Chapitre 38

55 16 7
                                    

     Ignorer les cris de Marietta était de loin la pire épreuve que j'avais dû affronter ces derniers jours, pire encore que de voir Liam à l'agonie. Car, dans le cas présent, je pouvais apaiser sa peine, je savais comment faire, j'avais le pouvoir d'agir. Mais je ne le fis pas. Je respectai le choix de ma sœur jusqu'au bout et me concentrai sur les cauchemars de mes cadets. Je remarquai d'ailleurs que les nuits de Liam semblaient plus calmes que celles des autres. Les cauchemars l'avaient comme... abandonné depuis son réveil miraculeux.

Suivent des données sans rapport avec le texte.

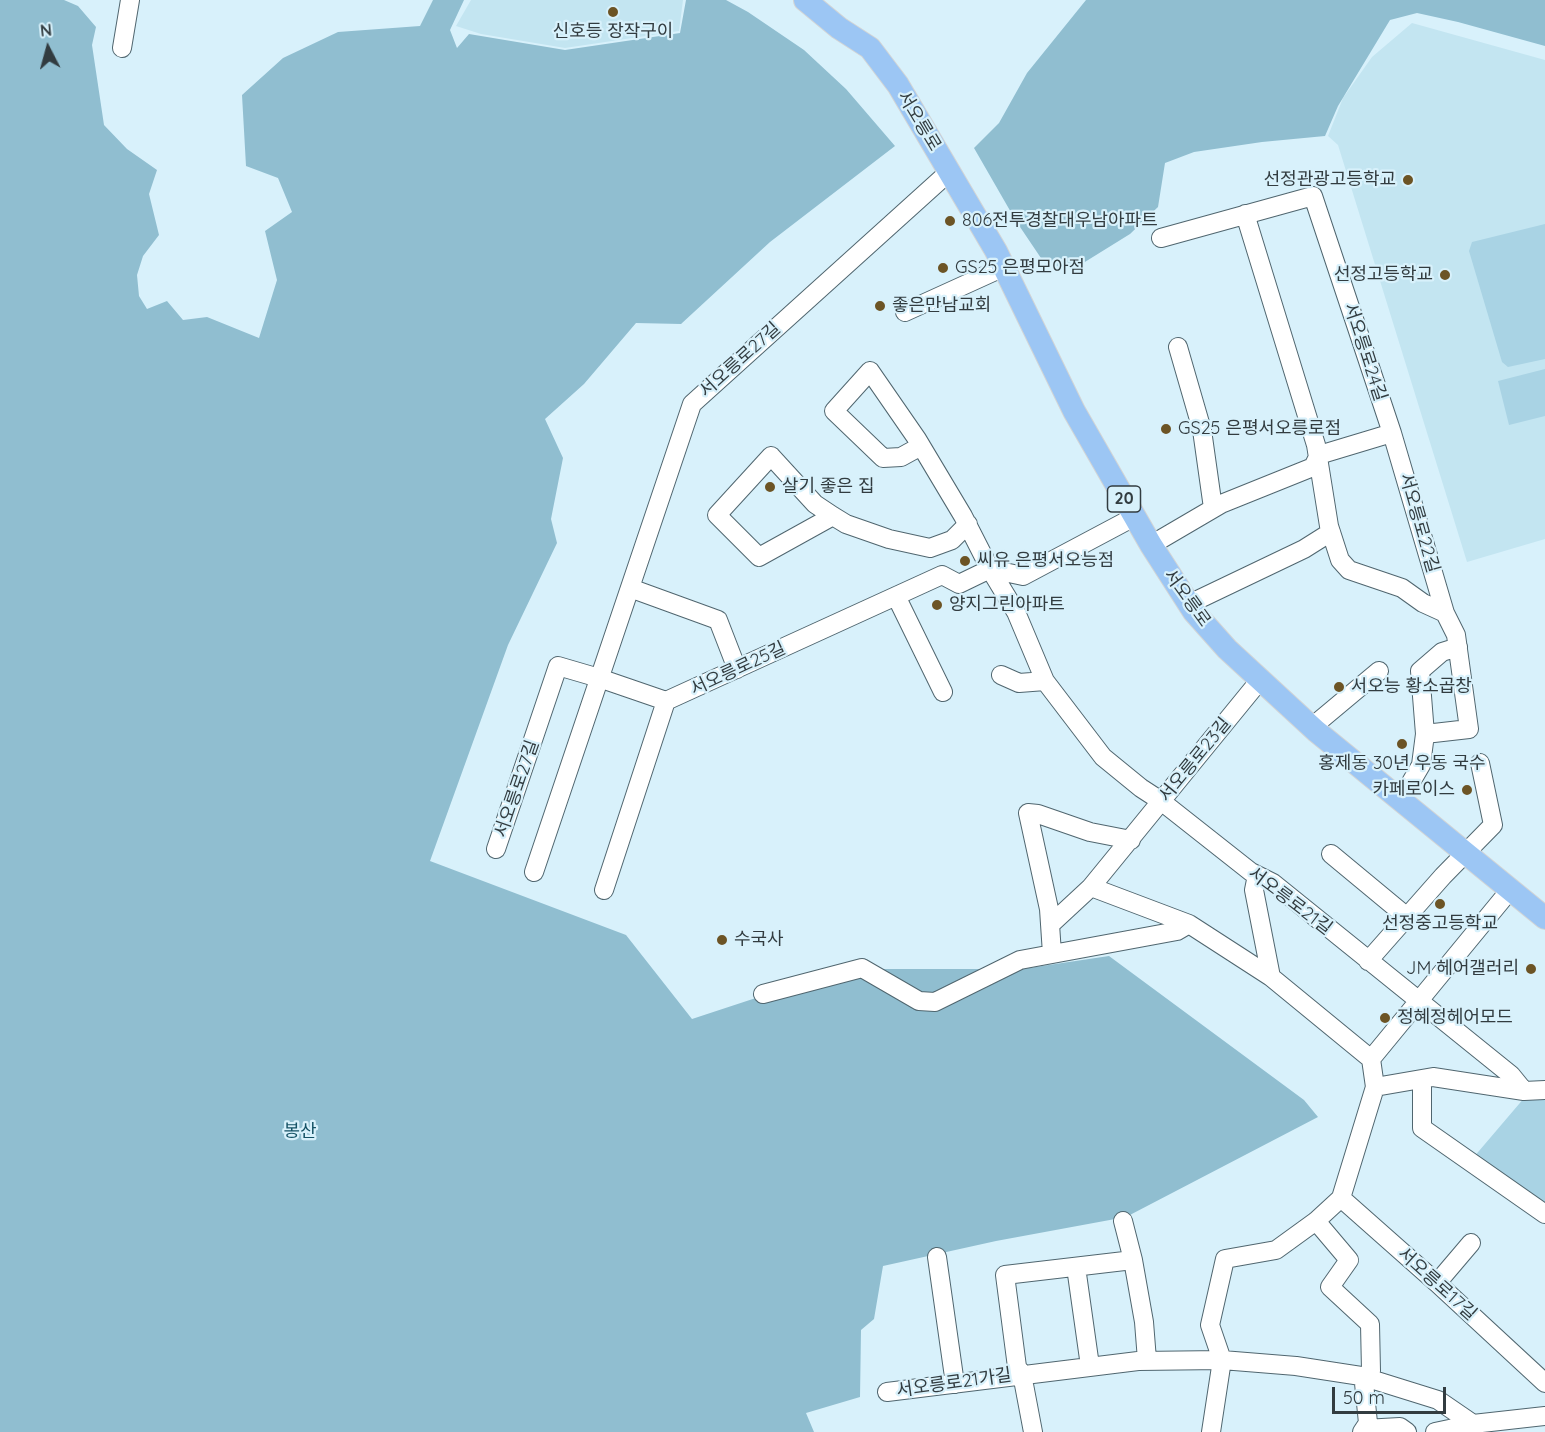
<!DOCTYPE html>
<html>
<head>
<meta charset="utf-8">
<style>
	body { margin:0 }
	#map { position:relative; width:1545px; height:1432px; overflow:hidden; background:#d8f1fb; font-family:Quicksand,sans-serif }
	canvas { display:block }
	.north { position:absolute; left:18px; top:18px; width:60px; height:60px; -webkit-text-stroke:4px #d8f1fb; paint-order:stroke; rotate:354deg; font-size:16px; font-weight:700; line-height:24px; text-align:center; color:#323c40 }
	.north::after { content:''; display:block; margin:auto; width:21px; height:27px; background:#323c40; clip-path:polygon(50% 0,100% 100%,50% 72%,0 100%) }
	.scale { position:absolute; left:1332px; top:1387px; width:114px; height:27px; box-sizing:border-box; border:3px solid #323c40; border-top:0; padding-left:8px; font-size:18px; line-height:21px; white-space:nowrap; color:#323c40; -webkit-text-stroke:4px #d8f1fb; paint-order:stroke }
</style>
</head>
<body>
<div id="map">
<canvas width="1545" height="1432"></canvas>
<div class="north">N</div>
<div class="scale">50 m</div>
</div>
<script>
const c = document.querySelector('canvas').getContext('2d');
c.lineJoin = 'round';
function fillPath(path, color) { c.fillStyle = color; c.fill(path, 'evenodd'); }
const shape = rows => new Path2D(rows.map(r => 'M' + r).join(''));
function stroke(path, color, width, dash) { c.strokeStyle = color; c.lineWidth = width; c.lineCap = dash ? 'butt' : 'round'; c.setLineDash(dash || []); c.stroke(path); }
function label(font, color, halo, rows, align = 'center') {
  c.font = font + ' Quicksand,"Noto Sans KR",sans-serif'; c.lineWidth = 4.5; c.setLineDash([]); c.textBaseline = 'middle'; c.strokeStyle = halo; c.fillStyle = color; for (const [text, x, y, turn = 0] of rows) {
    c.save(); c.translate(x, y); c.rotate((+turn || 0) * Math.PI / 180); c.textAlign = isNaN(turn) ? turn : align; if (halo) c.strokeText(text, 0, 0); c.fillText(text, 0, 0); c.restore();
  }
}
fillPath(shape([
	[471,0,683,0,679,31,565,48,481,34,456,26],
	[1412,23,1545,60,1545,539,1467,562,1338,145,1328,136,1343,98,1372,57]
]), '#c3e5f1');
fillPath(shape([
	[1545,224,1545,359,1508,367,1502,362,1469,251,1472,242],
	[1545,369,1545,416,1509,425,1498,381],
	[1525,1097,1545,1097,1545,1209,1473,1158]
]), '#a9d3e4');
fillPath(shape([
	[0,0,64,0,78,6,96,27,92,45,104,125,127,149,157,170,149,194,159,235,143,256,137,275,139,296,147,309,167,301,183,320,207,317,259,338,277,280,265,231,292,212,278,178,246,166,242,95,283,58,338,32,420,26,433,0,464,0,450,30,457,48,469,34,565,50,680,33,686,0,726,0,748,12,804,50,846,89,895,146,770,242,681,324,636,323,584,384,545,419,563,458,551,519,557,543,508,645,430,861,626,935,692,1019,844,969,1022,969,1109,956,1304,1100,1318,1117,1126,1217,996,1241,883,1266,874,1319,861,1330,860,1397,806,1413,814,1432,0,1432],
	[1086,0,1545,0,1545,46,1458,22,1417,13,1390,20,1338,106,1325,136,1262,142,1194,152,1165,163,1158,207,1130,234,1080,265,1047,267,1016,221,974,148,999,123,1027,73]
]), '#90bed0');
const minor = shape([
	[122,48,130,0],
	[1245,214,1316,445,1329,526,1340,560,1349,570,1402,588,1423,603,1445,613],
	[1161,238,1313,196,1392,433,1445,613,1456,635,1469,729,1425,734],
	[905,312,1004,267],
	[1178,347,1202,430,1213,508],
	[921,446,901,457,883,458,834,411,870,371,917,439,963,516,990,569,1016,612,1045,681,1103,757,1141,788,1161,801,1251,872,1273,883,1511,1075,1524,1091],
	[833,516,759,557,717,515,771,456,815,504,833,516,846,524,889,539,930,548,952,540,968,524],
	[1151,545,1221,504,1313,467,1319,455,1392,433],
	[630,588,718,620,737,669],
	[896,596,943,692],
	[1189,604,1304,549,1331,532],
	[1001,675,1019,683,1045,681],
	[1312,727,1379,671],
	[1400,801,1421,765,1425,734,1420,671,1442,652,1458,647],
	[496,849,558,666,599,678,666,701],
	[1331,854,1407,917],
	[534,872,692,404,949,172],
	[1257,875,1254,890,1271,977],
	[1091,887,1189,924,1271,977,1371,1059,1375,1087,1341,1198,1316,1221,1276,1250,1225,1259,1210,1325,1222,1360,1211,1432],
	[604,890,666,701,942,575,959,584,990,569,1023,576,1134,517],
	[1050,925,1091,887,1260,680],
	[1052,954,1049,909,1028,813,1038,814,1090,832,1131,840],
	[1368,961,1443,876,1493,825,1480,763],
	[763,994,862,968,919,1001,935,1002,1020,960,1177,931,1189,924],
	[1371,1059,1510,890],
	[1422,1079,1422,1128,1545,1214],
	[1375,1087,1433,1077,1524,1091,1545,1090],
	[1341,1198,1437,1283,1545,1383],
	[1123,1221,1133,1260,1144,1322,1147,1360],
	[1316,1221,1349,1260,1330,1287,1370,1324,1371,1371,1364,1383,1368,1423,1362,1432],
	[937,1257,955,1384],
	[1076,1267,1090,1366],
	[1437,1283,1471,1243],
	[887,1392,1138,1361,1222,1360,1296,1366,1361,1376,1438,1400,1473,1424],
	[1364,1429,1400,1427,1407,1432],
	[1033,1432,1022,1374,1017,1367,1005,1275,1133,1260],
	[1435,1432,1473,1424,1545,1416]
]);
const major = shape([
	[805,0,839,28,870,48,898,85,996,251,1074,411,1151,545,1194,612,1227,649,1316,731,1545,918]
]);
stroke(minor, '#50666f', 20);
stroke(major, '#d2d4d5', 24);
stroke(minor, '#fff', 18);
stroke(major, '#9cc6f4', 22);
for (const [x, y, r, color] of [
	[613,12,6,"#6c5425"],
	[1408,180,6,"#6c5425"],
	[950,221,6,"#6c5425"],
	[943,268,6,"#6c5425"],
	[1445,275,6,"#6c5425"],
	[880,306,6,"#6c5425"],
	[1166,429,6,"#6c5425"],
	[770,487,6,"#6c5425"],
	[965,561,6,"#6c5425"],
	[937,605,6,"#6c5425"],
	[1339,687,6,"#6c5425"],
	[1402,744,6,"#6c5425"],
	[1467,790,6,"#6c5425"],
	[1440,904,6,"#6c5425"],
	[722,940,6,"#6c5425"],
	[1531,969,6,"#6c5425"],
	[1385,1018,6,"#6c5425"]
]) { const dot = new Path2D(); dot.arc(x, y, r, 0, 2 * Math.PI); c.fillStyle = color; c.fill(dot); stroke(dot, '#d8f1fb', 2); }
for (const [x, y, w] of [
	[1124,499,33]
]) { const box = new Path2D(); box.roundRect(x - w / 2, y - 13, w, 26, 4.5); c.fillStyle = '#d8f1fb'; c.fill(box); stroke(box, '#323c40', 1.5); }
label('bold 16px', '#323c40', null, [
	["20",1124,499]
]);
label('18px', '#323c40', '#d8f1fb', [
	["신호등 장작구이",613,32,"center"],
	["선정관광고등학교",1396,180,"right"],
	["806전투경찰대우남아파트",962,221],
	["GS25 은평모아점",955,268],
	["선정고등학교",1433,275,"right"],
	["좋은만남교회",892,306],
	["GS25 은평서오릉로점",1178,429],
	["살기 좋은 집",782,487],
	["씨유 은평서오능점",977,561],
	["양지그린아파트",949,605],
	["서오능 황소곱창",1351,687],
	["홍제동 30년 우동 국수",1402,764,"center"],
	["카페로이스",1455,790,"right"],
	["선정중고등학교",1440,924,"center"],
	["수국사",734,940],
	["JM 헤어갤러리",1519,969,"right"],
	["정혜정헤어모드",1397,1018]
], 'left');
label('18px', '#323c40', '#d8f1fb', [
	["서오릉로",919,121,59],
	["서오릉로24길",1365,352,72],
	["서오릉로27길",740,360,-42],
	["서오릉로22길",1419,523,74],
	["서오릉로",1187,598,54],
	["서오릉로25길",738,669,-25],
	["서오릉로23길",1195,760,-51],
	["서오릉로27길",517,789,-71],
	["서오릉로21길",1290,901,37],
	["서오릉로17길",1437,1284,42],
	["서오릉로21가길",954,1383,-8]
]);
label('18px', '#155265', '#d8f1fb', [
	["봉산",300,1132]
]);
</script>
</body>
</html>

     J'aurais aimé qu'il en soit ainsi pour mes autres sœurs. Mais Ciaran semblait avoir mis tout son cœur à l'élaboration de cauchemars atroces spécialement pour elles.

     Meryl se retrouvait constamment piégée dans la même bibliothèque labyrinthique en proie aux flammes. Elle se débattait pour sortir, envahie par la panique, mais elle ne trouvait aucune porte, aucune fenêtre. Elle était coincée. Le pire était sans doute ces livres qui brûlaient tout autour d'elle. Les hurlements stridents qu'ils poussaient couvraient ceux de ma cadette, comme un sinistre écho de sa propre terreur.

     Gemma et Georgia, elles, ne voyaient que la statue de glace qui avait manqué de les tuer le dernier soir des Sélénites. Ciaran s'amusait cruellement à n'en tuer qu'une, laissant tout le loisir à la survivante de se noyer dans le désespoir et les larmes en voyant la vie quitter les yeux de sa jumelle.

     Et plus les jours passaient, plus les cauchemars devenaient horribles et difficiles à combattre. Mais je tenais bon. Je le devais.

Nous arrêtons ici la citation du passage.